The Green Gaslight: Why Delivery Isn’t Learning
We’ve quietly performed a surgical removal from the corporate vocabulary: “teach” is gone, replaced by the sterile, clinical word “deliver.” This is more than semantics. Teaching is a vulnerable act, rooted in connection and the humbling truth that if a student hasn’t learned, the teacher bears responsibility. Delivery, in contrast, is just logistics — a professional safety net that evades accountability.
In our time, the green light on the dashboard has become the ultimate digital stamp — an “all-clear” confirming that the PDF was dropped on the virtual porch by the close of business. It doesn't matter if anyone was home.

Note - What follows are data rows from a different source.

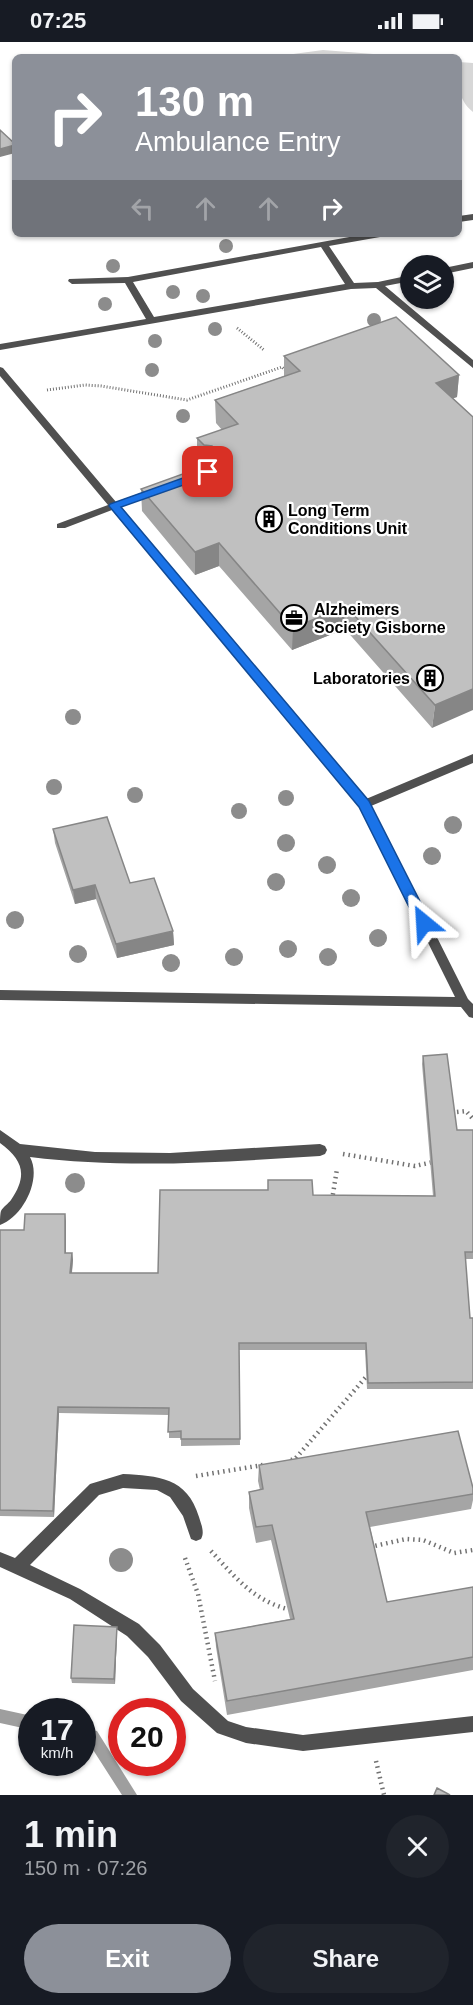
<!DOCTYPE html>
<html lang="en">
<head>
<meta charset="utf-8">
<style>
  :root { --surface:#171b24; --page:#20242c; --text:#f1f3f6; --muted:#9ea1a6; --accent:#8c9099 }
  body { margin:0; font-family:Helvetica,sans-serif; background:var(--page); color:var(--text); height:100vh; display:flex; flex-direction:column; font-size:22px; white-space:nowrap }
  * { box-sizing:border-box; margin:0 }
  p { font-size:20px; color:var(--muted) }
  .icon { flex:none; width:33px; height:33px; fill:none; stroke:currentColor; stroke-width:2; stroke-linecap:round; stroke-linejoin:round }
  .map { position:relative; height:1753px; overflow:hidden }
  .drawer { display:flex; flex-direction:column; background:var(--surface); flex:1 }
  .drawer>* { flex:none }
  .top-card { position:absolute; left:12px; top:12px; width:450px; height:183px; border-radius:9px; box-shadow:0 2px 4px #0004; background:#8c9099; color:#fff; overflow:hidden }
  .fabs { position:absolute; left:400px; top:213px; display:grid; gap:12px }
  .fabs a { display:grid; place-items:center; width:54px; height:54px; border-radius:50%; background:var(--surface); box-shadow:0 2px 4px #0004; font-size:30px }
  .speed { position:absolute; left:18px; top:1656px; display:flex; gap:12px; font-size:30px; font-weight:700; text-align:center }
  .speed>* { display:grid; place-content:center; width:78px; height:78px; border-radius:50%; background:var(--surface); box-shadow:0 2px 4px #0004; line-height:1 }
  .speed small { font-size:15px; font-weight:400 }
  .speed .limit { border:9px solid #d22; background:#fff; color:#111 }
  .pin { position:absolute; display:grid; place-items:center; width:51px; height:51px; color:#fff; margin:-26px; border-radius:12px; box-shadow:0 3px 9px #0006 }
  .me { position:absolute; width:66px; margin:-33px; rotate:333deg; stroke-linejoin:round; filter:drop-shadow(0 0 4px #0008) }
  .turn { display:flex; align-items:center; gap:21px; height:126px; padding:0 24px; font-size:27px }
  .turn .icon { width:78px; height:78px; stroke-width:2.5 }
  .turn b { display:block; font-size:42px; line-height:51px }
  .lanes { display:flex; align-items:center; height:57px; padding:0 24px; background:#0003; justify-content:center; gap:30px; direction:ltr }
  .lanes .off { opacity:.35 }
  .round { display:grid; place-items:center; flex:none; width:63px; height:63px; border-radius:32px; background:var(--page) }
  .overview { display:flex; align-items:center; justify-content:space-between; height:102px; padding:0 24px }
  h1 { font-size:36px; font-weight:800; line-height:45px }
  .button { display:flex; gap:12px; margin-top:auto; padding:12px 24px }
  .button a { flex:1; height:69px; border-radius:36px; background:var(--accent); color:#fff; font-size:24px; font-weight:800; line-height:69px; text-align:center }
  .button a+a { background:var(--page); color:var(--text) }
  .status { display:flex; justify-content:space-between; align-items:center; height:42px; padding:0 30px; background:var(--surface); direction:ltr }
  .status svg { height:16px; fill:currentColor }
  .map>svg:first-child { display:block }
  .green { fill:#d7d7d7 }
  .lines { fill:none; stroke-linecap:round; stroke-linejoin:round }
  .stream { fill:#9e9e9e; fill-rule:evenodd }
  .path-far1 { stroke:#727272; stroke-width:3; stroke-dasharray:1 2; stroke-linecap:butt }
  .path { stroke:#727272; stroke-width:4.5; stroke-dasharray:1.5 4; stroke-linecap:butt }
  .service { fill:#505050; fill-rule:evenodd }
  .tree { fill:#8c8c8c }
  .wall { fill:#a5a5a5 }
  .shaded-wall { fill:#868686 }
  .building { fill:#c0c0c0; stroke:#868686; stroke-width:1.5 }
  .route { fill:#1a73e8; stroke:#114b97; stroke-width:1.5 }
  .labels { text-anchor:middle; stroke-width:4.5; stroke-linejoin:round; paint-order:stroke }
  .poi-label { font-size:16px; font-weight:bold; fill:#000; stroke:#fff; text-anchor:start }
</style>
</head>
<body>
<div class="status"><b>07:25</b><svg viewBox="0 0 49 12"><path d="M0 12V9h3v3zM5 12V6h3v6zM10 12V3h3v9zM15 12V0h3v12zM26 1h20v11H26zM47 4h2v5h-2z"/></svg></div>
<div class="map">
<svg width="473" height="1753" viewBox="0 0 473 1753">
  <rect width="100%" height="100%" fill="#fff"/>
  <!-- green -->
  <path class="green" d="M323,8L411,15H271Z
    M459,20L473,21V70C456,56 459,40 459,20Z"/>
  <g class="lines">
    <!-- stream -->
    <path class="stream" d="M0,1667L32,1674V1688L0,1681Z
      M82,1685L97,1689L137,1753H122L88,1700L82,1699Z"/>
    <!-- path-far1 -->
    <path class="path-far1" d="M237,286L264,308
      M47,348L85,343L101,344L187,358L282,325L286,329"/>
    <!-- path -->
    <path class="path" d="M457,1070L466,1069L473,1077
      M343,1112L415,1124L433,1120
      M332,1158L337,1127
      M291,1418L295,1417L366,1335
      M196,1434L263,1423
      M370,1505L406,1497L423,1498L454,1511L473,1508
      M211,1509C234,1534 253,1558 287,1567
      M185,1516L198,1552L215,1639
      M376,1719L384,1753"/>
    <!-- service -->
    <path class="service" d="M473,172V178L459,180V174Z
      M366,192H384L380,195L329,204L354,241L378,240L411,233V239L385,244L473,318V326L376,246L351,247L0,308V302L146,277L125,241L72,242L68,239L69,237L128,235ZM321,205L345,242L154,275L133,240Z
      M473,220V226L444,232V226Z
      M0,325L3,326L116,460L152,447H158V451L121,465L366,757L473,712V721L371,764L468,957L473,962V976L469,975L461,965L0,958V948L455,955L360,764L112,468L65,486H57V482L108,463L0,334Z
      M0,1088L20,1102L95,1110L170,1111L320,1102L325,1104L327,1108L325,1112L320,1114C223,1120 127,1127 30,1115C42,1137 23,1175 0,1183C0,1179 0,1172 1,1169C3,1165 8,1162 11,1158C28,1133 23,1118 0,1101Z
      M123,1432C158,1434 187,1435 199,1475C201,1482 205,1490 201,1497L196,1499L191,1497L183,1474L170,1455L157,1448L123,1446L99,1453L30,1523L80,1547L139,1582L160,1603L193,1647L228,1679L246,1685L303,1693L473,1674V1690L303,1709L246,1701L217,1691L181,1659L148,1615L127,1594L70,1557L0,1525V1510L15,1516L90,1442Z"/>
  </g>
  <!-- trees -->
  <g class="tree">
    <circle cx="226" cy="204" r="7"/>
    <circle cx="113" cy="224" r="7"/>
    <circle cx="173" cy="250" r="7"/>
    <circle cx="203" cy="254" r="7"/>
    <circle cx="105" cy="262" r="7"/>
    <circle cx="374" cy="278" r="7"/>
    <circle cx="215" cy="287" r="7"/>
    <circle cx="155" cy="299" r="7"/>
    <circle cx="152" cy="328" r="7"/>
    <circle cx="183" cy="374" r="7"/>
    <circle cx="73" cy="675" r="8"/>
    <circle cx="54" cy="745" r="8"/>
    <circle cx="135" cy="753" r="8"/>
    <circle cx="286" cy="756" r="8"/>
    <circle cx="239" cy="769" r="8"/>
    <circle cx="453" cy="783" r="9"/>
    <circle cx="286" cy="801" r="9"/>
    <circle cx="432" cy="814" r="9"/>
    <circle cx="327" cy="823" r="9"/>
    <circle cx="276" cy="840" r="9"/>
    <circle cx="351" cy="856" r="9"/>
    <circle cx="15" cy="878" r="9"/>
    <circle cx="378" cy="896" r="9"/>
    <circle cx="288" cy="907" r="9"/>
    <circle cx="78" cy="912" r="9"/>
    <circle cx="234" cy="915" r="9"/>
    <circle cx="328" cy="915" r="9"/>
    <circle cx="171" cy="921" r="9"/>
    <circle cx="75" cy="1141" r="10"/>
    <circle cx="121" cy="1518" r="12"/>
  </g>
  <!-- wall -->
  <path class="wall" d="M284,314L459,333L457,355L453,356L473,375L432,686L345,587L292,608L219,524L195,533L142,469L141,447L202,425L197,419V396L222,388L216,381L215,358L284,334Z
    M53,787L130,841L173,889L174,903L117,916L96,857L75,862L55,801Z
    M423,1014L457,1088L473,1089V1217H465L470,1276H473V1347H367L365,1308H239L240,1403L181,1404V1396H169V1373L59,1371L54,1475L0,1474V1188H24L66,1179V1211H72L73,1218L72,1231H158L313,1153L433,1154L422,1022Z
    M259,1423L473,1446V1458L471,1467L370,1485L387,1560L473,1545V1628L227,1673L216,1605L215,1591L290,1577L271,1498L256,1501L249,1466V1450L260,1448L258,1439Z
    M117,1590L115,1642L72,1641L71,1636Z"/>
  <!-- shaded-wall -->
  <path class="shaded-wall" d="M15,103V111L0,115V107Z
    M459,333L457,355L434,363L436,341Z
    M219,501V524L195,533V510Z
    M346,564L345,587L292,608L293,586Z
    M473,647V668L432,686L435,663Z
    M95,843L96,857L75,862L73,848Z
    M173,889L174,903L117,916L116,902Z
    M65,1172L66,1179V1218L65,1211Z
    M72,1211L73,1218L71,1238L70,1231Z
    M58,1365L59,1371L54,1475L53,1469Z
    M117,1585V1590L115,1642L114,1637Z"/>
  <!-- building -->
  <path class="building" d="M0,88L14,101L15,91V103L0,107Z
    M396,275L459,333L436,341L473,375V647L435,663L346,564L293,586L219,501L195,510L141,447L219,419L211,411L212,404L204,403L197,396L238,382L215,358L300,329L284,314Z
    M107,775L130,841L154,836L173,889L116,902L95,843L73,848L53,787Z
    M447,1012L457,1088H473V1210H465L470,1276H473V1340L368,1341L366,1301H239L240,1397H181V1389L168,1390L169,1366L58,1365L53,1469L0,1468V1188H24L25,1172H65V1211H72L70,1231H158L160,1148H268V1138H312L313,1153L435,1154L423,1014Z
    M458,1389L473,1446V1452L366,1470L387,1560L473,1545V1615L227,1659L215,1591L294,1577L272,1483L256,1485L249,1450L263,1447L259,1423Z
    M74,1583L117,1585L114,1637L71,1636Z
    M437,1746L450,1753H434Z"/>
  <!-- route -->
  <path class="route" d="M208,427L214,430L212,433L121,465L369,759L431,881L429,885H419L359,765L109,464L110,462Z"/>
  <!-- icons -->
  <defs>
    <symbol id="building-ring" viewBox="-11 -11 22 22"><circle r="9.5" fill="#fff" stroke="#000" stroke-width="1.5"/><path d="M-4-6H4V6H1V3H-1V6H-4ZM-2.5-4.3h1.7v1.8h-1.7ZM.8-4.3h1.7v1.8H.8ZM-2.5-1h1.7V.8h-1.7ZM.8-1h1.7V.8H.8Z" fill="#000"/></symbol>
    <symbol id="office-ring" viewBox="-11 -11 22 22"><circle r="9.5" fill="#fff" stroke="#000" stroke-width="1.5"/><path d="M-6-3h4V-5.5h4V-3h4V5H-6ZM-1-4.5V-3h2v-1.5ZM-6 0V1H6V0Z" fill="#000"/></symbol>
  </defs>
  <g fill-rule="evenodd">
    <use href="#building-ring" x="254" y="462" width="30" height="30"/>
    <use href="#office-ring" x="279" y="561" width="30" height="30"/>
    <use href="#building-ring" x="415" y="621" width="30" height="30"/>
  </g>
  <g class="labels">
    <!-- poi labels -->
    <g class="poi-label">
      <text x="288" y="474">Long Term<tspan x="288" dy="18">Conditions Unit</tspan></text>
      <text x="314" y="573">Alzheimers<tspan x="314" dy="18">Society Gisborne</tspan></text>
      <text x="410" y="642" text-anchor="end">Laboratories</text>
    </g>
  </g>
</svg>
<div class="fabs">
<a><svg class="icon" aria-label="layers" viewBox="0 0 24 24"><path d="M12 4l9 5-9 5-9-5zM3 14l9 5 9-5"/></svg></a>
</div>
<div class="speed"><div>17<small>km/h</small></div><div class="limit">20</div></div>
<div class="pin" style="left:208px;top:430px;background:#d93025"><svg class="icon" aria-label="arrive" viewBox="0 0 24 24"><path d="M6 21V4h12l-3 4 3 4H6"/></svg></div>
<svg class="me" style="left:424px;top:881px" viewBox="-20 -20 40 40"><path d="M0-17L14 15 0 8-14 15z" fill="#1a73e8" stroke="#fff" stroke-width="4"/></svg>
<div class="top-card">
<div class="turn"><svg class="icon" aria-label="right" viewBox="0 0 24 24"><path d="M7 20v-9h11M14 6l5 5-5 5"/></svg><div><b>130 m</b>Ambulance Entry</div></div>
<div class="lanes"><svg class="icon off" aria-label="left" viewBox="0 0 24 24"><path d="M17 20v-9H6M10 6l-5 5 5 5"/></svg><svg class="icon off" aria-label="ahead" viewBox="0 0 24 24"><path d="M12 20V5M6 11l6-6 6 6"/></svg><svg class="icon off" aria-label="ahead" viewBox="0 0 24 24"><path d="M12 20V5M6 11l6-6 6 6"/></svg><svg class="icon" aria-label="right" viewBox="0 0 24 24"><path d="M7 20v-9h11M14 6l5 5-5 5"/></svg></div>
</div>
</div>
<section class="drawer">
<div class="overview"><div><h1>1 min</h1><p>150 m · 07:26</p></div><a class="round"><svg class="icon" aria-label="close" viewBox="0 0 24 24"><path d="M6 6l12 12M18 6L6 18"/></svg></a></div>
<div class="button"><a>Exit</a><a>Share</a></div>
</section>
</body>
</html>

This is the Green Gaslight: a pervasive corporate anxiety where dashboards insist the path is lit, even as the room stays dark and the skills remain absent. We’ve drifted into a world where moving information is mistaken for mastering it. This gaslighting doesn’t just distort metrics; it leaves entire teams wandering in a green glow, unable to find their way.
By the time we notice the “trained” team can’t perform, the dashboard has already reset for the next quarter.
I've been on both sides: the instructor who stays until the skill lands, and the engineer who inherits a team the dashboard already certified. The difference is always the same.
The illusion of progress is seductive. Yet, a company does not grow because a file was opened. It grows because a mind was changed. When leadership prioritizes the signal of a dashboard over the substance of a new skill, they are simply funding a high-speed courier service for unopened boxes.
If we desire a capable workforce, we must afford our teams the intellectual room to do more than “drop and run.” We must stop measuring shipment frequency and start measuring the harvest of learning. Leadership must have the courage to turn off the dashboard and look at the people.
For if the package remains on the porch — unopened, unexamined, and unlearned — we have delivered nothing but a lie. One wonders how much longer we can afford the postage.